Portugal: 860 878 ha em modo biológico

Em 2023, a área agrícola total em produção biológica em Portugal estava contabilizada em 860 878 hectares, o que representava uma proporção de 22,3% da Superfície Agrícola Utilizada (SAU) e um aumento de quatro vezes em cinco anos.

Portugal registou, aliás, um aumento da área agrícola em produção biológica para todos os grupos de culturas, com prevalência gradual em “prados e pastagens permanentes” que, em 2023, representaram 50,5% da área total em modo de produção biológica.

Confirma-se, por isso, uma tendência crescente na produção biológica em Portugal, que já se situa no grupo de países da UE com maior proporção de área agrícola neste modo de produção em 2023 (acima da média UE). Já foi, aliás, ultrapassada a meta aplicada na Estratégia Nacional para a Agricultura Biológica para 2027 (12%). E a tendência é favorável para o alcance da meta aplicada para 2030, na Estratégia do Prado ao Prato da UE (25%).

O Despacho nº 5207/2026 que o ministro da Agricultura e Mar, José Manuel Fernandes, fez publicar esta semana determina agora a criação e operacionalização de uma plataforma digital de suporte aos modos de produção biológica e produção integrada.

O Ministério da Agricultura fala de um “reforço da partilha de informação entre entidades públicas e o controlo destes regimes” de produção agrícola: biológica e integrada.

“Será que o biológico é realmente mais saudável?”, pergunta a ZERO, lembrando que, “ao comprarmos biológico, o risco de nos expormos a elementos químicos é menor, mas a garantia não é total”.
“Será que o biológico é realmente mais saudável?”, pergunta a ZERO, lembrando que, “ao comprarmos biológico, o risco de nos expormos a elementos químicos é menor, mas a garantia não é total”.

São, assim, disposições e diretrizes específicas no quadro da ação governativa e que careciam de publicação em Diário da República, para serem formalizadas, tornando públicas as decisões e orientações definidas pelas entidades competentes.

Controlo da comercialização pela ASAE

Em Portugal, o controlo oficial da produção biológica é regulamentado pelo Plano de Controlo em Regimes de Qualidade (Produção Biológica) – PNCP, coordenado pela Direção Geral de Agricultura e Desenvolvimento Rural (“DGADR”).

Este controlo incide sobre as fases de produção, preparação, distribuição, importação e colocação de produtos biológicos à disposição do consumidor final.

A verificação destas práticas cabe aos organismos de controlo reconhecidos pela DGADR, que verificam os sistemas de controlo disponíveis através de uma supervisão anual.

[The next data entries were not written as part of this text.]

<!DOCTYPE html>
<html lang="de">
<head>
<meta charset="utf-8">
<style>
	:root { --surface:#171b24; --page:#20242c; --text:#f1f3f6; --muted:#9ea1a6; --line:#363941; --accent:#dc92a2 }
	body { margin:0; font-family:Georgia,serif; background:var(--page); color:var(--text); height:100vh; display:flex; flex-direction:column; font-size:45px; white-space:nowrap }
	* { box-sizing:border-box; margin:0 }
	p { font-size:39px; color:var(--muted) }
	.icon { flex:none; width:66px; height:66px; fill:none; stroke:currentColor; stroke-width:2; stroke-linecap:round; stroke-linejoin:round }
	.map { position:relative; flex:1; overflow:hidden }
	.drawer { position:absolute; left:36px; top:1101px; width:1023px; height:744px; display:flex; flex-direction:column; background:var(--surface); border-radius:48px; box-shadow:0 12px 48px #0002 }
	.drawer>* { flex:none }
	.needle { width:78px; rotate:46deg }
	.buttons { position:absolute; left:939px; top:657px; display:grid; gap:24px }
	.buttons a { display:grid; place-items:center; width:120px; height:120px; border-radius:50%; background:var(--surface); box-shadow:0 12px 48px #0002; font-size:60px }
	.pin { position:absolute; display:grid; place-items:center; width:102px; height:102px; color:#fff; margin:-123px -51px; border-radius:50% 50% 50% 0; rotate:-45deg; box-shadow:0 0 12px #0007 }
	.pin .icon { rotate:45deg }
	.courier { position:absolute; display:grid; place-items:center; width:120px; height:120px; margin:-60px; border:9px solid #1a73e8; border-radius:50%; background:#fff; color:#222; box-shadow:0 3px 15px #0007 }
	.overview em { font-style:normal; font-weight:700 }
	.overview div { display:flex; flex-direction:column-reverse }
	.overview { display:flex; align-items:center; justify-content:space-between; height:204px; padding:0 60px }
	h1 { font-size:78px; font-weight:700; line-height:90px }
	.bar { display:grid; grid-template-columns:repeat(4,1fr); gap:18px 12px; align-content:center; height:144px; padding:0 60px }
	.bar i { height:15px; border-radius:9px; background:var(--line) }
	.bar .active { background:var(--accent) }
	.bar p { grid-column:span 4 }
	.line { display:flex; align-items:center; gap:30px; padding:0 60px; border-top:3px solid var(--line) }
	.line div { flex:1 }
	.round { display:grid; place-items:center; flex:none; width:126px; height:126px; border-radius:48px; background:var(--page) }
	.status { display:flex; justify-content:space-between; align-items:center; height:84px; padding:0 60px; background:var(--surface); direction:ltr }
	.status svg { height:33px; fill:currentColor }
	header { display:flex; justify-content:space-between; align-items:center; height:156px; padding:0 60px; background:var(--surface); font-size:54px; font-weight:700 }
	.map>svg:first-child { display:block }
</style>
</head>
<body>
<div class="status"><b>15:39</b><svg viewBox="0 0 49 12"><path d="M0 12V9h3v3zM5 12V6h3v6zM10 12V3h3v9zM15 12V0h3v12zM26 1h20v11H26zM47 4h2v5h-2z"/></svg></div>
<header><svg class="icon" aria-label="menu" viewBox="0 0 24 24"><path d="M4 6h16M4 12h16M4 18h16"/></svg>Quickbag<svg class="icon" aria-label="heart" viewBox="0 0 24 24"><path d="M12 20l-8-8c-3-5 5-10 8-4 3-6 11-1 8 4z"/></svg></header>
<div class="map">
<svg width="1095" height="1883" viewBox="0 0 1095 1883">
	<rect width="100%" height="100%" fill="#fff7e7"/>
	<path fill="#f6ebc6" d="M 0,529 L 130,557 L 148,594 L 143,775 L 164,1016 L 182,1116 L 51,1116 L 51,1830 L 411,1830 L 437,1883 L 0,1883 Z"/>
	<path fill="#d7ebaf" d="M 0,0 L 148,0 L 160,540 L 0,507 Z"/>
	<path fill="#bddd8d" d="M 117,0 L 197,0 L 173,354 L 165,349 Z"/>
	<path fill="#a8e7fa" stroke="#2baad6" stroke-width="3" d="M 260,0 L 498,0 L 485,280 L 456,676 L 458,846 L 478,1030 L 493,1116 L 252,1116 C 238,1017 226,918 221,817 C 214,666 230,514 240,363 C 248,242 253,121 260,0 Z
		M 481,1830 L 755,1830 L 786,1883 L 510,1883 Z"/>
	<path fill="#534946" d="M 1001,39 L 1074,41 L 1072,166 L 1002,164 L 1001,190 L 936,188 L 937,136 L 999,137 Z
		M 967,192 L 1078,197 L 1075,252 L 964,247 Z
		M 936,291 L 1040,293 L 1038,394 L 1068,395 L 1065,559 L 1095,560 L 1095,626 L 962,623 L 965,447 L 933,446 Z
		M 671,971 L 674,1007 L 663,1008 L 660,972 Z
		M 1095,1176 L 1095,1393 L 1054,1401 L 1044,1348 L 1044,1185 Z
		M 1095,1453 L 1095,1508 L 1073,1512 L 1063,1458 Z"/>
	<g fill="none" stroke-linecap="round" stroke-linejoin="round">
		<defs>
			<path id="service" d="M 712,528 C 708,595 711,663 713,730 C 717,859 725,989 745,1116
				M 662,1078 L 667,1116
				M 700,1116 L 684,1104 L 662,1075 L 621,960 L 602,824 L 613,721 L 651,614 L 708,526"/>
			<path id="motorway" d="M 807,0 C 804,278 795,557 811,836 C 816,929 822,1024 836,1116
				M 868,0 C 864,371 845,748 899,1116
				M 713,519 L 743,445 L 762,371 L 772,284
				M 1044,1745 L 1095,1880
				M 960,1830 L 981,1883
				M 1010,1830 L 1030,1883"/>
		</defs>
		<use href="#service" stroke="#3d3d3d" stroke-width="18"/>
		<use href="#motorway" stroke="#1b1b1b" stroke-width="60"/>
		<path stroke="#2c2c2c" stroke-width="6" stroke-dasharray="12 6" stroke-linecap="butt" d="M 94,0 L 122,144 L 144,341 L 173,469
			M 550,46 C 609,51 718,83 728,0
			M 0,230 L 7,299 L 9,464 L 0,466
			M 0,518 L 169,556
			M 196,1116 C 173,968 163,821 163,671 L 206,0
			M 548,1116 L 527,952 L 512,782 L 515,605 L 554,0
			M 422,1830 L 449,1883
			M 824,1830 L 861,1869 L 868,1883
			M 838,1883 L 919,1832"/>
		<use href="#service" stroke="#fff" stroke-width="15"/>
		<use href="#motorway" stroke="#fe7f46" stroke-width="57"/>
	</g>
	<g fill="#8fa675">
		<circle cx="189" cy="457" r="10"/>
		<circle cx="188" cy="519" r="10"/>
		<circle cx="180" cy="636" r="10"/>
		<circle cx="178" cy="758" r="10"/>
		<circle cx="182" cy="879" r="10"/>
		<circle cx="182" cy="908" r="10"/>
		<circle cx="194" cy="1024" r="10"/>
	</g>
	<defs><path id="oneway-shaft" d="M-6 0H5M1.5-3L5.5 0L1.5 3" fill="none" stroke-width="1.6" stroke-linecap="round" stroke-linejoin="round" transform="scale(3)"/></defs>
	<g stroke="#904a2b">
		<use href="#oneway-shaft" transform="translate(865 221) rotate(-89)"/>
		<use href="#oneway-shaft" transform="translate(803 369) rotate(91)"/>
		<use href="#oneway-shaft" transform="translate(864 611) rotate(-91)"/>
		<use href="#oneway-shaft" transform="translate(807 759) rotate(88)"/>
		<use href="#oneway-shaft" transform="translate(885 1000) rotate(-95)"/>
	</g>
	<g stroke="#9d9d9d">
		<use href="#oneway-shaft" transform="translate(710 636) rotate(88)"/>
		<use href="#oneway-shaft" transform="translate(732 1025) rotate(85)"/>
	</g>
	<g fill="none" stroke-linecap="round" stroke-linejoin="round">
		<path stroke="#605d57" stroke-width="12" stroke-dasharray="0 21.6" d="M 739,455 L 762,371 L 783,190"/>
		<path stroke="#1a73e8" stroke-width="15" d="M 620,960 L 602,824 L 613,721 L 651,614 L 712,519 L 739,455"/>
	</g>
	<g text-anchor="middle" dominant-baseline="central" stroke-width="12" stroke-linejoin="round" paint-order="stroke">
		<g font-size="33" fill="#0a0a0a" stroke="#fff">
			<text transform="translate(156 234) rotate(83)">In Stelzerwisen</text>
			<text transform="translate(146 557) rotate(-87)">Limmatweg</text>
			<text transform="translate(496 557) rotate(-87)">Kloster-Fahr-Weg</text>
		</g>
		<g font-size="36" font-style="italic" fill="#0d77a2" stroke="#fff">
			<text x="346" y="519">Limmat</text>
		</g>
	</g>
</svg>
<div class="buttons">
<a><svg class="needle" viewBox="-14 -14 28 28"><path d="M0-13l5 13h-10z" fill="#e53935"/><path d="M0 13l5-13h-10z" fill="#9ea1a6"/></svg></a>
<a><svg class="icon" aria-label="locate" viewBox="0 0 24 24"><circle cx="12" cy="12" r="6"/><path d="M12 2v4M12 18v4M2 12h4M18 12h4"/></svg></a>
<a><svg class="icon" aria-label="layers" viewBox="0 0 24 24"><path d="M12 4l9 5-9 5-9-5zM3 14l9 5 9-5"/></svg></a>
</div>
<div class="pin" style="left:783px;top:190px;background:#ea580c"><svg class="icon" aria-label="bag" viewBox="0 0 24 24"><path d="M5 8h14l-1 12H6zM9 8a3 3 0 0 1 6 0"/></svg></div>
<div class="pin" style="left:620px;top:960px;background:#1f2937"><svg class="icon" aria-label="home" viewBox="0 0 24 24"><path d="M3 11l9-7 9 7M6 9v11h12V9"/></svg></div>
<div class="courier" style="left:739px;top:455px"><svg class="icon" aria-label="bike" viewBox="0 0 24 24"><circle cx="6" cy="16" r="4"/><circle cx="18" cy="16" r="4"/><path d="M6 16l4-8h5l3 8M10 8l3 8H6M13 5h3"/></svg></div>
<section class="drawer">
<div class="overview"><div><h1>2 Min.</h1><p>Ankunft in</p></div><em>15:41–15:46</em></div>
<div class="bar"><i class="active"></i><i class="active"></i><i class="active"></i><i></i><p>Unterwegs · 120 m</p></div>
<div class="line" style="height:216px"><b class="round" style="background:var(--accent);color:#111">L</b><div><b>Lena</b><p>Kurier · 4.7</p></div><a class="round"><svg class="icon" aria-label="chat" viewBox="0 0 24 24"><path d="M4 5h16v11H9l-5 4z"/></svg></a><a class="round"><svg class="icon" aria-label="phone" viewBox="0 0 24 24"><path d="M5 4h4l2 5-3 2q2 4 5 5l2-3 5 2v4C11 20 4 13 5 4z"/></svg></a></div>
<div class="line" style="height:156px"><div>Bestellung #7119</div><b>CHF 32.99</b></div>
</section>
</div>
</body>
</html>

Numa outra vertente, o controlo da comercialização dos produtos biológicos nos vários locais de venda é assegurado pela Autoridade de Segurança Alimentar e Económica (ASAE).

A associação ZERO alerta, contudo, para o facto dos organismos de controlo serem, “sobretudo, empresas privadas , cuja fonte de receita é advém dos produtores que controlam”.

Assim sendo, “apesar da existência de uma supervisão robusta, este possível conflito de interesses pode levar a lacunas no controle”, avisa a ZERO.